The Philippines are, as the saying goes, a staunch American ally. The island nation’s seven-decade-old democracy, sponsored directly by the United States as a former colony, is a linchpin of the American position in Asia, and of our present efforts to contain the hegemonic ambitions of China in the region, currently focused on control of the South China Sea. We have a heavy military and counterterrorist presence in the country, and a substantial expatriate population in the United States whose remittances are a crucial pillar of its economy.

The Philippines have never been very stable. It has known periods of dictatorship before, notably under Ferdinand Marcos and his shoe-collecting wife, Imelda, but nothing like Duterte. And, unlike Marcos, Duterte has not been careful to maintain relations with the U.S., but has threatened to sever them. Irked by mild American criticism of his murder spree, he told Barack Obama “to go to hell” on the eve of a U.S.-sponsored Asian summit that, with the now on-hold Trans-Pacific trade agreement, was to have been a major event in the much-hyped (but so far largely substanceless) American “pivot” to Asia.

These niceties were an embarrassment, but of greater import was Duterte’s own pivot toward China, including a trip to Beijing to solicit capital investment and a hinted military collaboration. The Chinese, who had stiffed Obama personally by forcing him to deplane from Air Force One by a side ramp on a recent visit (and these things do not happen by accident in China), rolled out the red carpet for Duterte. For a prize like the Philippines to fall into their laps would be a major windfall for the Chinese, completely undercutting America’s naval position in Asian waters and sending the strongest possible message to its other major allies that accommodation with China was their only option.
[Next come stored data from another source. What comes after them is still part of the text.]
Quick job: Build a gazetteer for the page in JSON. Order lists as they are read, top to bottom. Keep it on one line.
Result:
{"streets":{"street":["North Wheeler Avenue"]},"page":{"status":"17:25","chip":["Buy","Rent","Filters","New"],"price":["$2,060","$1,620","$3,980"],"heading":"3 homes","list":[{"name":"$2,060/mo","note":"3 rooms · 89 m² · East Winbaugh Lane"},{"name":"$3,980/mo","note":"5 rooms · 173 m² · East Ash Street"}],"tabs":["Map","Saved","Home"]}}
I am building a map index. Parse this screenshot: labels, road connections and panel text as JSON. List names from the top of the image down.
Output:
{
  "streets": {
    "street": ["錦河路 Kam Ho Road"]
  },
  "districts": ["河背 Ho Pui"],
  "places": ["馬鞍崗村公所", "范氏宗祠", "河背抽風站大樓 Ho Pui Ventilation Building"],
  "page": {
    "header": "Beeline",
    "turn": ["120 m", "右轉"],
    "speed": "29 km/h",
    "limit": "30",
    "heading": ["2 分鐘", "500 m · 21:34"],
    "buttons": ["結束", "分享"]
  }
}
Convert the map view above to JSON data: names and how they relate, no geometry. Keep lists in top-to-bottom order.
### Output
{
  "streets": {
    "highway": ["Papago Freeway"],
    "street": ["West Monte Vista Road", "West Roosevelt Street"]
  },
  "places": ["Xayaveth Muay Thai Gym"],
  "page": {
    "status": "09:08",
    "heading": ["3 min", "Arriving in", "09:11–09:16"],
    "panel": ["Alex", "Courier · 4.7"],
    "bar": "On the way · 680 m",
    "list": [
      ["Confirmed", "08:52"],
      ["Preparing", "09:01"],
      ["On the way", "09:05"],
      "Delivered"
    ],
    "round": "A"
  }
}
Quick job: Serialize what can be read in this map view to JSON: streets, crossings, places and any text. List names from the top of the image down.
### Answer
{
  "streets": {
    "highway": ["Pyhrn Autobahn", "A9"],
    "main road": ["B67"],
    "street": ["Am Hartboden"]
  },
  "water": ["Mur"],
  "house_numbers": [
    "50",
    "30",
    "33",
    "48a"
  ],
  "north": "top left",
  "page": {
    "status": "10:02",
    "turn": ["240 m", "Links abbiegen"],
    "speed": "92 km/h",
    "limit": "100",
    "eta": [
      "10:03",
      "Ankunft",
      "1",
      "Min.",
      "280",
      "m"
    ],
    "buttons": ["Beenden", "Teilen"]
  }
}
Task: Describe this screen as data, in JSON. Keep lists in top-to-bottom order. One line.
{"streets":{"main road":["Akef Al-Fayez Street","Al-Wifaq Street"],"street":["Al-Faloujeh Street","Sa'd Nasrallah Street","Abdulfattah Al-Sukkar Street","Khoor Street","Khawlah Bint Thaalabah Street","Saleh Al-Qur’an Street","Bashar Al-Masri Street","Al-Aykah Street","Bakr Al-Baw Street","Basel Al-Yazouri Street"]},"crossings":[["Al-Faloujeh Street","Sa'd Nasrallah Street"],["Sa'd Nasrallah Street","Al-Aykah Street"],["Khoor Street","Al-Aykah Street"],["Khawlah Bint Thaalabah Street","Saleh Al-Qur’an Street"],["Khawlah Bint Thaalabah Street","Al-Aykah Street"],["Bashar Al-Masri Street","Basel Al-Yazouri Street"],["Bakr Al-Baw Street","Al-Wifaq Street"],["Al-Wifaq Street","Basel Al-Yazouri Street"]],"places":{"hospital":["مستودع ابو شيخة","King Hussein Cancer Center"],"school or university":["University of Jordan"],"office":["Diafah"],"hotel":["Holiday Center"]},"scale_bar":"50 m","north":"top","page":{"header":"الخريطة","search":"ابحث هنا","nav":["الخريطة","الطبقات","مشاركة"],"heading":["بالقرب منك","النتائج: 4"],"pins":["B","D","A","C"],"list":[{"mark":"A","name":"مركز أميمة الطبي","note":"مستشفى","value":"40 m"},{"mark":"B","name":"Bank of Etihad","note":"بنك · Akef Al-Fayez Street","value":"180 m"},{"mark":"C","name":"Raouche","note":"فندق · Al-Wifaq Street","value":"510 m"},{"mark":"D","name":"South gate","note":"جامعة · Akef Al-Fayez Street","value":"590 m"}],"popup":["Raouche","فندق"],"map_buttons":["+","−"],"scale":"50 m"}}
Donald Trump is on record as questioning the whole point of an American military presence in Asia, and wondering aloud why major industrial powers like Japan and South Korea cannot defend themselves and even provide their own nuclear security. That is even sweeter music to Beijing’s ears, and, given the utter failure and inconsequence of American foreign policy in the Obama years from Europe to the Middle East to the Pacific, we now face a crossroads. The simple question that will be posed to Obama’s successor is, do we want a foreign policy based on large-scale security commitments around the globe of the sort that have sucked us into major conflicts in the postwar era — Korea, Vietnam, Afghanistan, Iraq and the looming confrontation with Russia — and can we, given our own domestic situation, afford them, materially or morally?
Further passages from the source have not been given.